#### [Assignment]
Whenever a line in this data holds the word "canvas", report that line in full.

[Collected data]
^^^^^^^^^^^^^^^^
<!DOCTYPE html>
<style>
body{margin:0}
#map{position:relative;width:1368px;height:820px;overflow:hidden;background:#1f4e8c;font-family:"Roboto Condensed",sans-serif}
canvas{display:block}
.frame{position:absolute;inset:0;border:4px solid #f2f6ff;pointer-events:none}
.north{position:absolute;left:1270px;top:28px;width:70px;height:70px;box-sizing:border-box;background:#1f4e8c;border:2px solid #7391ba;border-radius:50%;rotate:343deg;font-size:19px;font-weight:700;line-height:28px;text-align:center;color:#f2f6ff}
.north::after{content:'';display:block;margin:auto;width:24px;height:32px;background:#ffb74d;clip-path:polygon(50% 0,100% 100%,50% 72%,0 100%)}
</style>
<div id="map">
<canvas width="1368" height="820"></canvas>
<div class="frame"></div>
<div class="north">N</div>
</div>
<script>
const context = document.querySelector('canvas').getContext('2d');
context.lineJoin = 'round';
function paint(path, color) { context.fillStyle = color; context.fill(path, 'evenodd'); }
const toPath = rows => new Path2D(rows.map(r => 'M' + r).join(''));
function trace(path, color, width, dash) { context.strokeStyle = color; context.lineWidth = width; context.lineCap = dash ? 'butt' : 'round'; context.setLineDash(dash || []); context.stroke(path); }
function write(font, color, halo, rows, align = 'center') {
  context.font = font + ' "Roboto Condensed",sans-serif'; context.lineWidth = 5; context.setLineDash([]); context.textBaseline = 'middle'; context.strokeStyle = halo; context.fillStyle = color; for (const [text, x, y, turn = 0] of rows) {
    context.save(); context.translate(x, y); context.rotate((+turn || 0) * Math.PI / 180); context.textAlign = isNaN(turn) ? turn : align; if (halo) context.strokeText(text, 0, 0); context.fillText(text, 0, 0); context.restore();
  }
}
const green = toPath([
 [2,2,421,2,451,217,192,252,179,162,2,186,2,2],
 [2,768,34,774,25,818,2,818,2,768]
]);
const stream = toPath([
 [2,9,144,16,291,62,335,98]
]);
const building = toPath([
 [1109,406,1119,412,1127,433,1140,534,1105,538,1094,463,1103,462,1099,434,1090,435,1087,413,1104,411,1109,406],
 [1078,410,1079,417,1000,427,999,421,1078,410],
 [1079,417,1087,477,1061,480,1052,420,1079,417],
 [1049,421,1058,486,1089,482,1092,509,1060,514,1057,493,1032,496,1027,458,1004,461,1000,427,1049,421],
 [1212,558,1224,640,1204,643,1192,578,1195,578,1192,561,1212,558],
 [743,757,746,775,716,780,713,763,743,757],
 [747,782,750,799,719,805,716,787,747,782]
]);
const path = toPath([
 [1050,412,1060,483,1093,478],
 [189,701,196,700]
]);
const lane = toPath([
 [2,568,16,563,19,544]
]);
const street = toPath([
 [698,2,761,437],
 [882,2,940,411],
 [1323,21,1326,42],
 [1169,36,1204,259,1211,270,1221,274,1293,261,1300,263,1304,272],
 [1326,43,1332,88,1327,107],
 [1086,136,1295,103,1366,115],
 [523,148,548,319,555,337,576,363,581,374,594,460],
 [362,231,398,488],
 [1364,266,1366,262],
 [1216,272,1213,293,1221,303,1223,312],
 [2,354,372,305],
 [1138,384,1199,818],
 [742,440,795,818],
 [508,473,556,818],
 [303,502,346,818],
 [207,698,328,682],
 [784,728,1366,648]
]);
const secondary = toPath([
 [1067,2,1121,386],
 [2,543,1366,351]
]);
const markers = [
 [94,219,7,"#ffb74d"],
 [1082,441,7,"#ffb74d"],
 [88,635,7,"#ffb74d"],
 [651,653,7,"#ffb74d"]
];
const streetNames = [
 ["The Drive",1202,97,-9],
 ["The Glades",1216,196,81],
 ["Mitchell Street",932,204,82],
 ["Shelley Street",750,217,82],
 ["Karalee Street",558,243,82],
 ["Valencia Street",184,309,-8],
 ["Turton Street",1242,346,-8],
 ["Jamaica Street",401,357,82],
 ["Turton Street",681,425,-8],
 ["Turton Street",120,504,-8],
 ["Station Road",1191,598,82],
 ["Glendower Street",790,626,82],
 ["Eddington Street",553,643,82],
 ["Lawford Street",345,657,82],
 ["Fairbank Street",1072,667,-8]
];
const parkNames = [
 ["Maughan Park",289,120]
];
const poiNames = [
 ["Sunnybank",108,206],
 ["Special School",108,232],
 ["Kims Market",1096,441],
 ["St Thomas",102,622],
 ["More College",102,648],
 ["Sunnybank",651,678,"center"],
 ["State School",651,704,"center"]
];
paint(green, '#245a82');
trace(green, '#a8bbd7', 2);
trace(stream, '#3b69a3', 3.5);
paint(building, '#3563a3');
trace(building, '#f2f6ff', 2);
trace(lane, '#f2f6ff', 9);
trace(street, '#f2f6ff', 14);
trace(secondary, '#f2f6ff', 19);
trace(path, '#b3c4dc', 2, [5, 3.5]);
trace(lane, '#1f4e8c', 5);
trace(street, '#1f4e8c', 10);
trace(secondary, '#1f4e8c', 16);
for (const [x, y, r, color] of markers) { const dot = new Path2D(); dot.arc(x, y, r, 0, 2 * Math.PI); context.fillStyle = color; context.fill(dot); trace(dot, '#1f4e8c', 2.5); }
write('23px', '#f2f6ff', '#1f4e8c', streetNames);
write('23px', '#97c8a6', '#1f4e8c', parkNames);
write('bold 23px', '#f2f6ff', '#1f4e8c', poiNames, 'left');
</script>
^^^^^^^^^^^^^^^^
#### [Solution to this problem]
canvas{display:block}
<canvas width="1368" height="820"></canvas>
const context = document.querySelector('canvas').getContext('2d');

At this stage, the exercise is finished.